China has been using “piggy banks” for thousands of years. While these ancient coin banks were not actually in the shape of a pig and were not primarily used by children, they did serve the purpose of storing coins.
Coin banks, known as puman (扑满), were originally created as a means to enforce the laws regarding currency and market reforms. Their primary purpose was to prevent corruption and embezzlement by businessmen.
Ancient texts reveal that these coin banks existed at least as early as the time of Emperor Wu (141 BC – 87 BC) of the Han Dynasty. They were made of pottery, porcelain or bamboo. When full of coins the banks had to be smashed open to retrieve the money so very few examples have survived to this day.
The appearance of “piggy banks” during the Qin and Han dynasties is closely linked with the monetary reform which began with the creation of a united China by Qin Shi Huang. Under the Qin Dynasty (221 BC – 207 BC), the country’s currency was standardized on the banliang (半两) coin which was round with a square hole in the center and of a specific weight. A strict legal system ensured that the monetary reform laws were promulgated and enforced.
As an example, the “Laws on Markets” (guanshilu 关市律) stipulated the rules on the collection of money and required the use of the puman or “piggy bank”. In collecting money, whether for business or government purposes, the coins had to be put into these coin containers. Businessmen and peddlers had to personally watch the coins being inserted. The laws were also very clear in stating that coins could only be put in and not taken out.
If the laws were not strictly followed, the person committing the illegal activity would be fined “one suit of armor”.
These laws and the use of the piggy banks were intended to prevent corruption and graft.
Additionally, the laws and piggy banks were aimed at preventing disruption to the money supply by making it difficult for businessmen to substitute counterfeit and underweight coins for the legal tender banliang and wuzhu (五铢) coins.
There is an interesting story concerning a famous official of the Han dynasty and the piggy bank. In imperial China, government officials were selected according to their achievements in the imperial examination system which was based primarily on the Confucian classics and other ancient texts.
Gongsun Hong (公孙弘) came from a very poor family and did not even begin to study for the examinations until he was already more than 40 years of age. In 140 BC, he achieved the highest honors among all the scholars and was eventually selected to be the prime minister during the reign of Emperor Wu.
Before he assumed the office, however, an elder from his village offered him the following advice and used the “piggy bank” as an analogy.

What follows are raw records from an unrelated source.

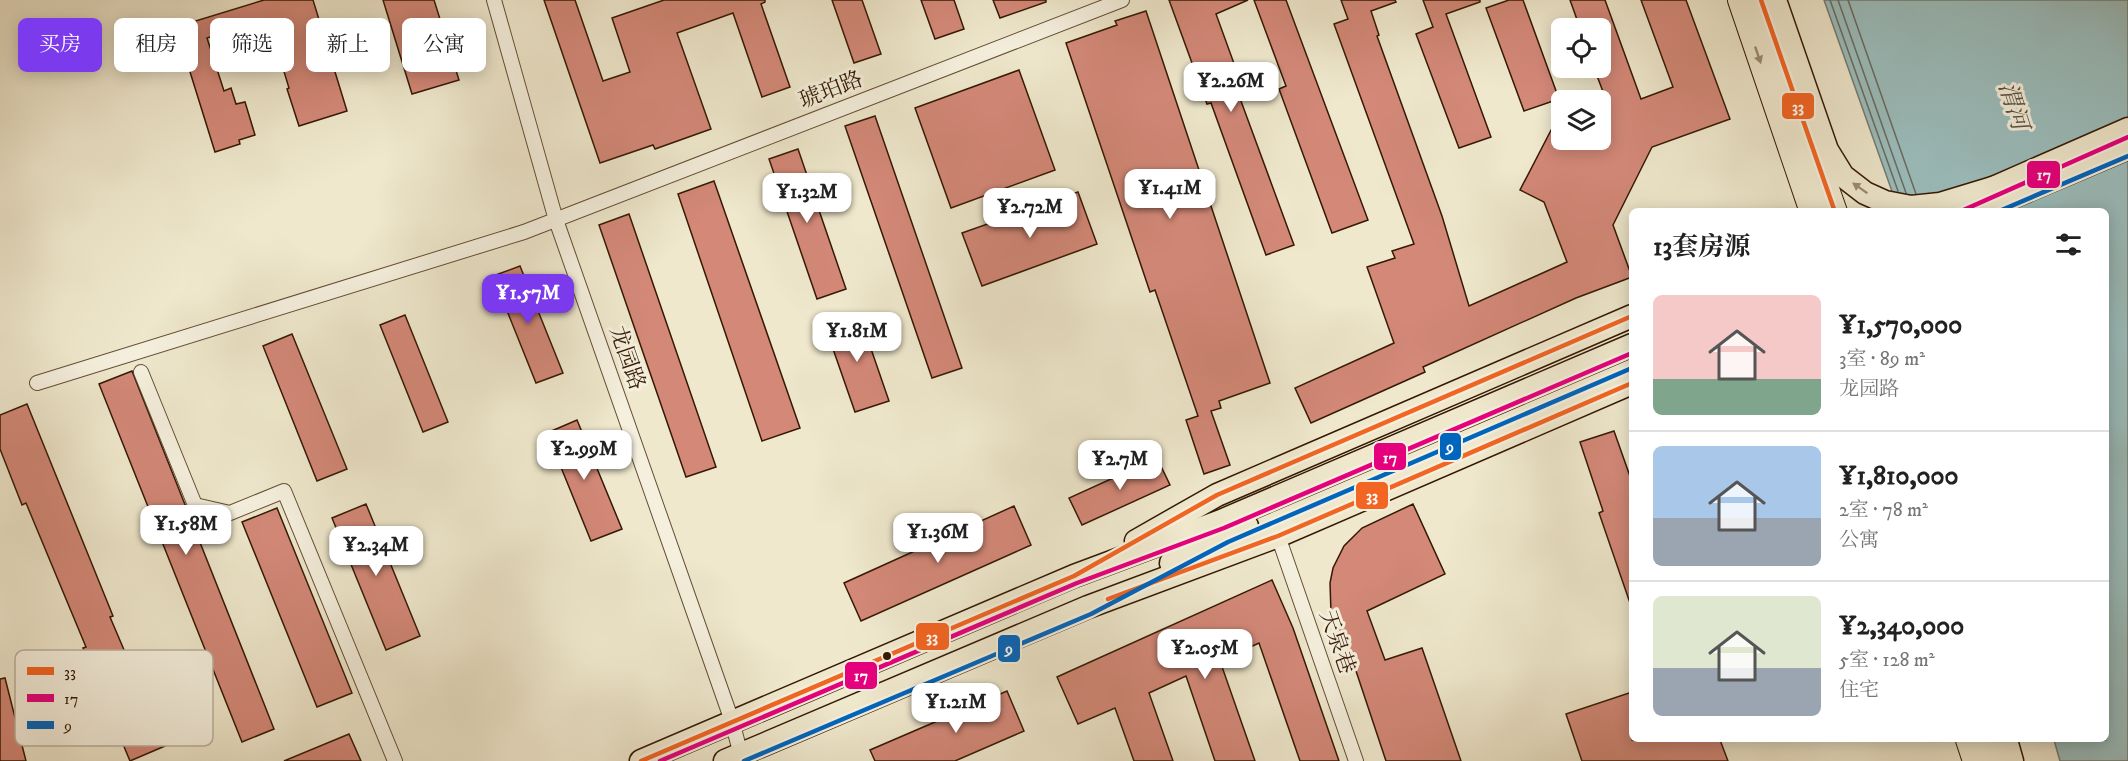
<!DOCTYPE html>
<html lang="zh">
<meta charset="utf-8">
<style>
body{margin:0;font-family:"IM FELL DW Pica","Noto Serif SC",serif;background:#f2f2f2;color:#222;height:100vh;display:flex;flex-direction:column;font-size:22px;white-space:nowrap}
*{box-sizing:border-box;margin:0}
p{font-size:20px;color:#767676}
.icon{flex:none;width:33px;height:33px;fill:none;stroke:currentColor;stroke-width:2;stroke-linecap:round;stroke-linejoin:round}
.map{position:relative;flex:1;overflow:hidden}
.details{position:absolute;left:1629px;top:208px;width:480px;height:534px;display:flex;flex-direction:column;background:#fff;border-radius:9px;box-shadow:0 3px 15px #0003}
.details>*{flex:none}
.guide{position:absolute;left:18px;top:18px;width:570px;height:54px;display:flex;gap:12px}
.controls{position:absolute;left:1551px;top:18px;display:grid;gap:12px}
.controls a{display:grid;place-items:center;width:60px;height:60px;border-radius:9px;background:#fff;box-shadow:0 3px 15px #0003;font-size:30px}
.price{position:absolute;translate:-50% -51px;padding:0 14px;border-radius:12px;background:#fff;color:#222;font-size:20px;line-height:39px;filter:drop-shadow(0 2px 3px #0008)}
.price::after{content:'';position:absolute;left:50%;top:36px;width:18px;height:14px;margin-left:-9px;background:inherit;clip-path:polygon(0 0,100% 0,50% 100%)}
.price.on{background:#7c3aed;color:#fff}
ul{padding:0;list-style:none}
li{display:flex;align-items:center;gap:18px;height:150px;padding:0 24px}
li+li{border-top:2px solid #e0e0e0}
li span{display:grid;place-items:center;flex:none;width:168px;height:120px;border-radius:9px;color:#555}
li>.icon{margin-inline-start:auto}
span .icon{width:72px;height:72px;fill:#fffc;stroke-width:1}
li b{font-size:26px}
h2{display:flex;justify-content:space-between;align-items:center;height:72px;padding:0 24px;font-size:26px}
.pill{padding:0 21px;border-radius:9px;background:#fff;box-shadow:0 3px 15px #0003;font-size:21px;line-height:54px}
.pill.on{background:#7c3aed;color:#fff}
.map>svg:first-child{display:block}
.water{fill:#9cbfbf;stroke:#737d74;stroke-width:1.5}
.lines{fill:none;stroke-linecap:round;stroke-linejoin:round}
.shore{stroke:#686c61;stroke-width:1.5}
.building{fill:#d38878;stroke:#351903;stroke-width:1.5}
.minor-casing{stroke:#644d36;stroke-width:16}
.primary-casing{stroke:#351903;stroke-width:25}
.trunk-casing{stroke:#351903;stroke-width:26}
.minor{stroke:#f5f0de;stroke-width:14}
.primary{stroke:#efe8cd;stroke-width:22}
.trunk{stroke:#efe8cd;stroke-width:24}
.bus-1-casing{stroke:#f5f0de;stroke-width:9}
.bus-2-casing{stroke:#f5f0de;stroke-width:9}
.bus-3-casing{stroke:#f5f0de;stroke-width:9}
.bus-1{stroke:#f26522;stroke-width:4.5}
.bus-2{stroke:#e5007d;stroke-width:4.5}
.bus-3{stroke:#0065bd;stroke-width:4.5}
.oneway{fill:#9b8b72}
.bus-dot{fill:#351903;stroke:#f5f0de;stroke-width:2}
.labels{text-anchor:middle;dominant-baseline:central;stroke-width:6;stroke-linejoin:round;paint-order:stroke}
.street-label{font-size:22px;fill:#351903;stroke:#f5f0de}
.water-label{font-size:24px;font-style:italic;fill:#595345;stroke:#f5f0de}
.key{fill:#f5f0de;stroke:#bbb09c;stroke-width:1.5}
.key-label{font-size:16px;fill:#351903}
.line-badge{stroke:#f5f0de;stroke-width:2}
.badge-label{font-size:16px;text-anchor:middle;font-weight:bold;fill:#fff}
</style>
<div class="map">
<svg width="2128" height="761" viewBox="0 0 2128 761">
<rect width="100%" height="100%" fill="#efe8cd"/>
<filter id="stains"><feTurbulence type="fractalNoise" baseFrequency=".00333" numOctaves="4"/><feColorMatrix values="0 0 0 0 .2 0 0 0 0 .09 0 0 0 0 .02 0 0 0 .5 -.17"/></filter>
<radialGradient id="worn" r=".72"><stop offset=".6" stop-color="#630" stop-opacity="0"/><stop offset="1" stop-color="#630" stop-opacity=".3"/></radialGradient>
<path class="water" d="M1824,0H2128V761H2060L2054,740H2106V212L1899,211Z"/>
<g class="lines">
<g class="shore">
<path d="M1830,0L1898,191"/>
<path d="M1838,0L1906,193"/>
<path d="M1848,0L1916,194"/>
</g>
</g>
<g class="building">
<path d="M264,0H313L347,111L299,126L287,89L289,88L268,19L207,38L224,91L231,88L236,104L245,102L255,135L239,140L240,144L215,152L176,27Z"/>
<path d="M383,0H434L459,80L412,94Z"/>
<path d="M544,0H575L603,81L630,72L612,18L664,0H765V2L761,4L790,87L762,97L733,13L677,33L711,129L655,149L653,145L600,163Z"/>
<path d="M832,0H862L881,54L854,63Z"/>
<path d="M921,0H954L964,29L935,39Z"/>
<path d="M993,0H1046V2L1000,18Z"/>
<path d="M1169,0H1248L1216,14L1244,91L1238,93L1294,245L1266,255L1211,103L1207,104Z"/>
<path d="M1254,0H1286L1368,220L1332,233L1279,89L1286,86Z"/>
<path d="M1341,0H1395L1396,2L1371,11L1379,35L1377,36L1442,216L1469,306L1567,262L1544,202L1520,190L1562,109V140H1600V114L1610,110L1594,68H1600V28H1580L1570,0H1605L1641,99L1673,87L1641,0H1686L1730,119L1652,147L1613,225L1632,277L1576,298L1423,367L1425,372L1311,423L1295,388L1394,343L1367,267L1395,258L1392,251L1414,244L1334,24L1348,19Z"/>
<path d="M1423,0H1480V2L1446,14L1491,137L1459,148L1416,34L1433,27Z"/>
<path d="M1509,0H1523L1559,99L1524,111L1486,8Z"/>
<path d="M1146,11L1270,383L1219,401L1221,408L1211,411L1230,465L1204,474L1186,420L1198,416L1155,290L1150,292L1066,43L1117,25L1115,21Z"/>
<path d="M1019,70L1055,170L951,208L915,108Z"/>
<path d="M875,116L962,368L932,378L845,126Z"/>
<path d="M798,149L846,289L817,299L769,159Z"/>
<path d="M714,181L800,428L762,441L678,194Z"/>
<path d="M1078,192L1097,244L982,286L962,233Z"/>
<path d="M629,214L716,467L686,477L599,225Z"/>
<path d="M520,266L563,373L536,383L493,276Z"/>
<path d="M859,314L889,401L855,412L825,326Z"/>
<path d="M405,315L448,422L423,432L380,325Z"/>
<path d="M292,334L347,469L317,481L263,346Z"/>
<path d="M132,371L274,729L242,742L99,384Z"/>
<path d="M27,404L113,616L110,617L165,746L130,761L83,648L86,647L26,503L22,505L0,449V415Z"/>
<path d="M577,420L622,529L591,541L547,433Z"/>
<path d="M1614,431L1632,482V603H1630L1599,513L1603,511L1580,442Z"/>
<path d="M1157,458L1170,485L1082,525L1069,498Z"/>
<path d="M366,504L420,636L386,650L332,518Z"/>
<path d="M1413,504L1445,574L1367,611L1385,660L1422,648L1461,761H1386L1351,656L1347,657L1331,613L1330,583L1333,568L1344,546L1362,528Z"/>
<path d="M1014,506L1031,545L861,621L844,583Z"/>
<path d="M277,508L352,693L317,707L242,522Z"/>
<path d="M1272,580L1293,628L1339,761H1300L1259,643L1220,661L1255,761H1215L1186,676L1149,693L1173,761H1134L1115,708L1078,724L1057,677Z"/>
<path d="M5,678L26,761H0V679Z"/>
<path d="M1007,691L1024,731L955,761H875L870,750Z"/>
<path d="M1632,692V740H1720L1728,761H1582L1566,714Z"/>
<path d="M349,734L361,761H284Z"/>
</g>
<g class="lines">
<defs>
<g id="minor">
<path d="M494,0L556,220L732,721L742,759"/>
<path d="M141,372L195,505L230,513L284,491L395,761"/>
<path d="M37,383L524,232L1122,0"/>
<path d="M1278,536L1356,761"/>
</g>
<g id="primary">
<path d="M1775,0L1827,150L1843,176L1865,193L1885,202L1911,207L1940,204L1996,187"/>
<path d="M1984,192L2128,129"/>
<path d="M1977,212L2128,148"/>
<path d="M1136,541L1217,495L1632,316"/>
<path d="M1171,563L1247,526"/>
<path d="M2006,740L2012,761"/>
<path d="M641,761L1074,576L1221,521L1632,345"/>
<path d="M725,761L1088,607L1278,536L1632,383"/>
</g>
<g id="trunk">
<path d="M1740,0L1812,212"/>
<path d="M1761,0L1835,212"/>
<path d="M1968,740L1975,761"/>
<path d="M1987,740L1993,761"/>
</g>
</defs>
<use href="#minor" class="minor-casing"/>
<use href="#primary" class="primary-casing"/>
<use href="#trunk" class="trunk-casing"/>
<use href="#minor" class="minor"/>
<use href="#primary" class="primary"/>
<use href="#trunk" class="trunk"/>
<defs>
<g id="bus-1">
<path d="M1761,0L1835,212"/>
<path d="M1108,599L1278,536L1632,383"/>
<path d="M641,761L1074,576L1217,495L1632,316"/>
</g>
<g id="bus-2">
<path d="M1959,212L2128,137"/>
<path d="M660,761L1077,583L1224,528L1632,353"/>
</g>
<g id="bus-3">
<path d="M1997,212L2128,156"/>
<path d="M744,761L1091,614L1228,542L1632,368"/>
</g>
</defs>
<use href="#bus-1" class="bus-1-casing"/>
<use href="#bus-2" class="bus-2-casing"/>
<use href="#bus-3" class="bus-3-casing"/>
<use href="#bus-1" class="bus-1"/>
<use href="#bus-2" class="bus-2"/>
<use href="#bus-3" class="bus-3"/>
</g>
<defs><path id="oneway-solid" d="M-6-.8H1V-3.2L6.5 0L1 3.2V.8H-6Z" transform="scale(1.5)"/></defs>
<g class="oneway">
<use href="#oneway-solid" transform="translate(1758 55) rotate(71)"/>
<use href="#oneway-solid" transform="translate(1860 188) rotate(-145)"/>
</g>
<circle class="bus-dot" cx="887" cy="656" r="5"/>
<g class="labels">
<g class="street-label">
<text transform="translate(831 90) rotate(-21)">琥珀路</text>
<text transform="translate(627 358) rotate(71)">龙园路</text>
<text transform="translate(1337 642) rotate(71)">天泉巷</text>
</g>
<g class="water-label">
<text transform="translate(2013 106) rotate(72)">渭河</text>
</g>
</g>
<rect x="15" y="650" width="198" height="96" rx="9" class="key"/>
<rect x="27" y="667" width="27" height="8" fill="#f26522"/>
<rect x="27" y="694" width="27" height="8" fill="#e5007d"/>
<rect x="27" y="721" width="27" height="8" fill="#0065bd"/>
<g class="key-label">
<text x="64" y="677">33</text>
<text x="64" y="704">17</text>
<text x="64" y="731">9</text>
</g>
<g class="line-badge">
<rect x="1781" y="92" width="34" height="28" rx="6" fill="#f26522"/>
<rect x="2026" y="160" width="35" height="29" rx="6" fill="#e5007d"/>
<rect x="1439" y="432" width="23" height="29" rx="6" fill="#0065bd"/>
<rect x="1373" y="442" width="34" height="29" rx="6" fill="#e5007d"/>
<rect x="1355" y="481" width="34" height="29" rx="6" fill="#f26522"/>
<rect x="915" y="622" width="35" height="29" rx="6" fill="#f26522"/>
<rect x="997" y="634" width="24" height="29" rx="6" fill="#0065bd"/>
<rect x="844" y="661" width="34" height="29" rx="6" fill="#e5007d"/>
</g>
<g class="badge-label">
<text x="1798" y="112">33</text>
<text x="2044" y="180">17</text>
<text x="1450" y="452">9</text>
<text x="1390" y="463">17</text>
<text x="1372" y="501">33</text>
<text x="932" y="642">33</text>
<text x="1009" y="654">9</text>
<text x="861" y="681">17</text>
</g>
<rect width="100%" height="100%" filter="url(#stains)"/>
<rect width="100%" height="100%" fill="url(#worn)"/>
</svg>
<div class="controls">
<a><svg class="icon" aria-label="locate" viewBox="0 0 24 24"><circle cx="12" cy="12" r="6"/><path d="M12 2v4M12 18v4M2 12h4M18 12h4"/></svg></a>
<a><svg class="icon" aria-label="layers" viewBox="0 0 24 24"><path d="M12 4l9 5-9 5-9-5zM3 14l9 5 9-5"/></svg></a>
</div>
<b class="price" style="left:1231px;top:113px">¥2.26M</b>
<b class="price" style="left:1170px;top:220px">¥1.41M</b>
<b class="price" style="left:807px;top:224px">¥1.32M</b>
<b class="price" style="left:1030px;top:239px">¥2.72M</b>
<b class="price on" style="left:528px;top:325px">¥1.57M</b>
<b class="price" style="left:857px;top:363px">¥1.81M</b>
<b class="price" style="left:584px;top:481px">¥2.99M</b>
<b class="price" style="left:1120px;top:491px">¥2.7M</b>
<b class="price" style="left:186px;top:556px">¥1.58M</b>
<b class="price" style="left:938px;top:564px">¥1.36M</b>
<b class="price" style="left:376px;top:577px">¥2.34M</b>
<b class="price" style="left:1205px;top:680px">¥2.05M</b>
<b class="price" style="left:956px;top:734px">¥1.21M</b>
<div class="guide">
<a class="pill on">买房</a>
<a class="pill">租房</a>
<a class="pill">筛选</a>
<a class="pill">新上</a>
<a class="pill">公寓</a>
</div>
<section class="details">
<h2>13套房源<svg class="icon" aria-label="filters" viewBox="0 0 24 24"><path d="M4 7h16M4 17h16"/><circle cx="9" cy="7" r="2"/><circle cx="15" cy="17" r="2"/></svg></h2>
<ul>
<li><span style="background:linear-gradient(#f6c9c9 70%,#7fa58c 0)"><svg class="icon" aria-label="home" viewBox="0 0 24 24"><path d="M3 11l9-7 9 7M6 9v11h12V9"/></svg></span><div><b>¥1,570,000</b><p>3室 · 89 m²</p><p>龙园路</p></div></li>
<li><span style="background:linear-gradient(#a9c7e8 60%,#9aa5b1 0)"><svg class="icon" aria-label="home" viewBox="0 0 24 24"><path d="M3 11l9-7 9 7M6 9v11h12V9"/></svg></span><div><b>¥1,810,000</b><p>2室 · 78 m²</p><p>公寓</p></div></li>
<li><span style="background:linear-gradient(#dfe7d0 60%,#9aa5b1 0)"><svg class="icon" aria-label="home" viewBox="0 0 24 24"><path d="M3 11l9-7 9 7M6 9v11h12V9"/></svg></span><div><b>¥2,340,000</b><p>5室 · 128 m²</p><p>住宅</p></div></li>
</ul>
</section>
</div>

The old man said that the piggy bank takes in money and when full it is smashed open and destroyed so that the coins can be removed. If a government official is only concerned with honors and accumulating wealth, he will eventually suffer a similar fate.
The old man said that just like the piggy bank which is simply made of clay, it is better for a person to live a frugal life. Wealth must not just be accumulated but must be distributed as well. In this way, a person can gradually become wealthier but not reach the point where he will be so full of riches that he will be destroyed.
It is clear then that the piggy bank was first used in China in the enforcement of monetary laws. It was only afterwards that these coin banks assumed the role of being a convenient means for saving money.
Today we know the piggy bank as a toy which can help children learn the value of saving money. The piggy bank displayed above served this purpose. The inscription states that it was made to celebrate the birth of a child on April 6th of the 8th year (867 AD) of the Xian Tong reign of Emperor Yizong (懿宗) of the Tang Dynasty.
One last point of interest. As already mentioned, Gongsun Hong came from a very poor family but eventually became the prime minister of the country. Following the sage advice of the village elder, Gongsun Hong became known for living a frugal life. He never forgot that prior to becoming a public official he had made his living by herding pigs for others.